+++ MATERIAL PROVIDED +++
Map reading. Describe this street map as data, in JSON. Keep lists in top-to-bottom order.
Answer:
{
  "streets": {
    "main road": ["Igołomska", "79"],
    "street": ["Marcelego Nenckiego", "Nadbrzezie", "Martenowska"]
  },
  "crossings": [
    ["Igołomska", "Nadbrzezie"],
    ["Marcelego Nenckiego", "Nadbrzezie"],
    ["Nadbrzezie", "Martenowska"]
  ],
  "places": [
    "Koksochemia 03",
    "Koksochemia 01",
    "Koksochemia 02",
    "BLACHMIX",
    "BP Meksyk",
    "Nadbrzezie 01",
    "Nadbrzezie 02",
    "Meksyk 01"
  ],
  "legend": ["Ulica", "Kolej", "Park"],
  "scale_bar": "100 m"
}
+++
The entries above, copied exactly, form the whole answer.

- ANSWER SECTION
Map reading. Describe this street map as data, in JSON. Keep lists in top-to-bottom order.
Answer:
{
  "streets": {
    "main road": ["Igołomska", "79"],
    "street": ["Marcelego Nenckiego", "Nadbrzezie", "Martenowska"]
  },
  "crossings": [
    ["Igołomska", "Nadbrzezie"],
    ["Marcelego Nenckiego", "Nadbrzezie"],
    ["Nadbrzezie", "Martenowska"]
  ],
  "places": [
    "Koksochemia 03",
    "Koksochemia 01",
    "Koksochemia 02",
    "BLACHMIX",
    "BP Meksyk",
    "Nadbrzezie 01",
    "Nadbrzezie 02",
    "Meksyk 01"
  ],
  "legend": ["Ulica", "Kolej", "Park"],
  "scale_bar": "100 m"
}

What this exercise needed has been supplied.